Jose Mourinho's great past shines harsh light on struggles at Tottenham
Spurs on course for the lowest points-per-game total of any club the Portuguese has managed to the end of the season
Two hundred victories as a Premier League manager is a major milestone, and by reaching it on Monday Jose Mourinho joined an elite band of coaches, along with Alex Ferguson and Arsene Wenger, to have got there in well under 350 games. But Mourinho could hardly claim he breezed into that select club on an irresistible tailwind.
Win number 200 came via an own goal, from Everton’s Michael Keane, in a dull 1-0 game. In between win number 199 and number 200 Mourinho had watched his Tottenham Hotspur spend 45 minutes chasing a growing deficit at Sheffield United by registering just one shot at goal.
Sometimes, even major landmarks – and a double century of Premier League wins is major – find themselves obscured by untidy weeds and shrubbery. Mourinho almost welcomed a very public spat between two of his players, Hugo Lloris and Son Heung-Min, against Everton to distract from questions about how stubbornly long his Spurs had taken to bring him his 200th Premier League win.
Mourinho described the Lloris-Son confrontation as “beautiful” because it showed the competitive drive of the two team-mates, the goalkeeper blaming the winger for having failed for a moment in his defensive duties. Not much about Mourinho’s Tottenham, since he took over from Mauricio Pochettino in November, has been easily described as beautiful.
But then beauty was not the purpose of his appointment. The intention, at a club who just over 11 months ago were playing in the first European Cup final of their history, was to arrest a slump and somehow eke out a place in the 2020-21 Champions League.
Tottenham’s rise under Pochettino has encouraged fans to forget that, although European football has been part of Spurs’s midweek life for the last 10 seasons, it was more often Europa League football than Champions League.

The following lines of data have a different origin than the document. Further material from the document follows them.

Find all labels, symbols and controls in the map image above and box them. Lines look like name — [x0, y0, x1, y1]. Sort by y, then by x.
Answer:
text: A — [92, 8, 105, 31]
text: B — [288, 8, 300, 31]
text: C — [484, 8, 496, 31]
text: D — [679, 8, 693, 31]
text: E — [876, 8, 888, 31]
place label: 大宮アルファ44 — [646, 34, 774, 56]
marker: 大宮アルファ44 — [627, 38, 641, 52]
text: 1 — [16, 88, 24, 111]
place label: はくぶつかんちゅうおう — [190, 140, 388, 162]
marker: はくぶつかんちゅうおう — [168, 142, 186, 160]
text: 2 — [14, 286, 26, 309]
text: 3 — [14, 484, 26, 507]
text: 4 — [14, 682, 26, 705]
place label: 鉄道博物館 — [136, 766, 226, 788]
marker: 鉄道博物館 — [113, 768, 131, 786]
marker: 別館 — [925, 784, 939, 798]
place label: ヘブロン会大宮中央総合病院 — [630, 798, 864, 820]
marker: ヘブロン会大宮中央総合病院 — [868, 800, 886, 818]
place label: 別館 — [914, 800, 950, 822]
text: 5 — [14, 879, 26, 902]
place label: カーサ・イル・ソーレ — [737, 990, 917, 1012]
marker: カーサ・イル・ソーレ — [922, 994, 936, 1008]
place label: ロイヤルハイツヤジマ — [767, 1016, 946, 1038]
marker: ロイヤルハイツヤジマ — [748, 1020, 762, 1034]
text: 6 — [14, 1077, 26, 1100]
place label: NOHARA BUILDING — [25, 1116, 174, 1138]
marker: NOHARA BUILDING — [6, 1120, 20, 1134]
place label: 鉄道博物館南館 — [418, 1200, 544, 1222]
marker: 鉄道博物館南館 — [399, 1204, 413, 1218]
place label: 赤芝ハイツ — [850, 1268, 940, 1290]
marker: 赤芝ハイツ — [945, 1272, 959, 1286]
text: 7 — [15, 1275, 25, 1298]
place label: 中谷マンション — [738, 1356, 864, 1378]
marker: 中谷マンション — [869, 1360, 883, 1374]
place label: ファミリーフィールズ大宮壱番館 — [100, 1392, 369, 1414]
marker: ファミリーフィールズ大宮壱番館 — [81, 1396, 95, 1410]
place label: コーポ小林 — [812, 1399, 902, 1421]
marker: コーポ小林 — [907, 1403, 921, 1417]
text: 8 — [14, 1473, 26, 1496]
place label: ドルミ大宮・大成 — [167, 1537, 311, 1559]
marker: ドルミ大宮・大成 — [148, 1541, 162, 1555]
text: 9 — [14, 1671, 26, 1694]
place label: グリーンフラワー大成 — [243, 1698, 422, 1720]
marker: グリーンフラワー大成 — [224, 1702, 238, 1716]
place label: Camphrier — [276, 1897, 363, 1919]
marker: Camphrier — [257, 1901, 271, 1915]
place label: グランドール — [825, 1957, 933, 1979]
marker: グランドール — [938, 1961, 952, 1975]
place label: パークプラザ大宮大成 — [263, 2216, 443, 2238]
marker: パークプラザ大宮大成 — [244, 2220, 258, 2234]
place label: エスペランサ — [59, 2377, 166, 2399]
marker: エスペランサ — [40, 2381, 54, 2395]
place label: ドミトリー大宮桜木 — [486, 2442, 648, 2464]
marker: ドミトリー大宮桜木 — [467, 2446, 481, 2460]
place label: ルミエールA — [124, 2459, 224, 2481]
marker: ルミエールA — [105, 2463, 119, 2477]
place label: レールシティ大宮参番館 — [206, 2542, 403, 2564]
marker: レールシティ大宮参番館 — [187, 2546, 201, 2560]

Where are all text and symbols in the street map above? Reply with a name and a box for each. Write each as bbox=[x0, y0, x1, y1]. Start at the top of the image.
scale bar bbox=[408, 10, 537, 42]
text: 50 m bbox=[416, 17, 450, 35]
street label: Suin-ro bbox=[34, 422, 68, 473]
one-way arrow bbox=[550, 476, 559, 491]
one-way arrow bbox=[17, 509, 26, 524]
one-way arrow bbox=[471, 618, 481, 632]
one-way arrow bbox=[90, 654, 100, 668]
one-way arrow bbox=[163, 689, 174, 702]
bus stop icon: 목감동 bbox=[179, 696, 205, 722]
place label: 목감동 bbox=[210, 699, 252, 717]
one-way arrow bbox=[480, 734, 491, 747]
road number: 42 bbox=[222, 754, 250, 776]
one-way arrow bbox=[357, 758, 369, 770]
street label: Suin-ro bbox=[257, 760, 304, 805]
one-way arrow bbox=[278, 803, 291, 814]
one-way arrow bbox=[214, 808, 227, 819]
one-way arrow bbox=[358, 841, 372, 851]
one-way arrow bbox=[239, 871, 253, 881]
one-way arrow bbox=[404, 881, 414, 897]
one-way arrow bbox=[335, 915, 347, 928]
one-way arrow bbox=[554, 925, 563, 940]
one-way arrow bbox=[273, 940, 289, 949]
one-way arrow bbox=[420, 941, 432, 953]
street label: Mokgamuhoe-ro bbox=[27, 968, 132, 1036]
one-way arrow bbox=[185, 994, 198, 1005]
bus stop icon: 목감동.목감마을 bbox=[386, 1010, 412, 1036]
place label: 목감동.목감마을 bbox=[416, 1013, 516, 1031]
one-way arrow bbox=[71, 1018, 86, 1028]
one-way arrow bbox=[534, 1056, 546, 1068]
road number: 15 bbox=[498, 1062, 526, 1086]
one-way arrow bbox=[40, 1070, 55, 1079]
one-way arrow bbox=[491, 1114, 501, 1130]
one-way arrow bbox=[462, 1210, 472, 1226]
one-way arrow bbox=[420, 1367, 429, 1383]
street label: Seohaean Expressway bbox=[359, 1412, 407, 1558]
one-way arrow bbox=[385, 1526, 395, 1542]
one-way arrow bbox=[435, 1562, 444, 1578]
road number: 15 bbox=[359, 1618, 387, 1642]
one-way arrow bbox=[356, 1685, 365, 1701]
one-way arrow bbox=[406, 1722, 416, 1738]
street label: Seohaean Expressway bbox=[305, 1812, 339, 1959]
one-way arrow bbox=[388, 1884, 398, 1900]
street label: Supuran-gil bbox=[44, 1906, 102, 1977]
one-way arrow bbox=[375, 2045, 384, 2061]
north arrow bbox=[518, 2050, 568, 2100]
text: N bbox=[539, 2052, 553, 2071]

When Mourinho’s Tottenham make it into Europe next season, it is almost certainly going to be into the secondary competition. On Thursday, at a wretchedly out of form Bournemouth, they could clamber up to seventh in the table and, with a win, give themselves an opportunity to move four points above Arsenal with victory in Sunday’s North London derby.
Finishing the season above their neighbours would spread some cheer, but it might also demand the sort of momentum that Mourinho’s Spurs have found hard to generate. They have put together a sequence of more than two league wins on the trot only once under their new manager in his 21 games in charge.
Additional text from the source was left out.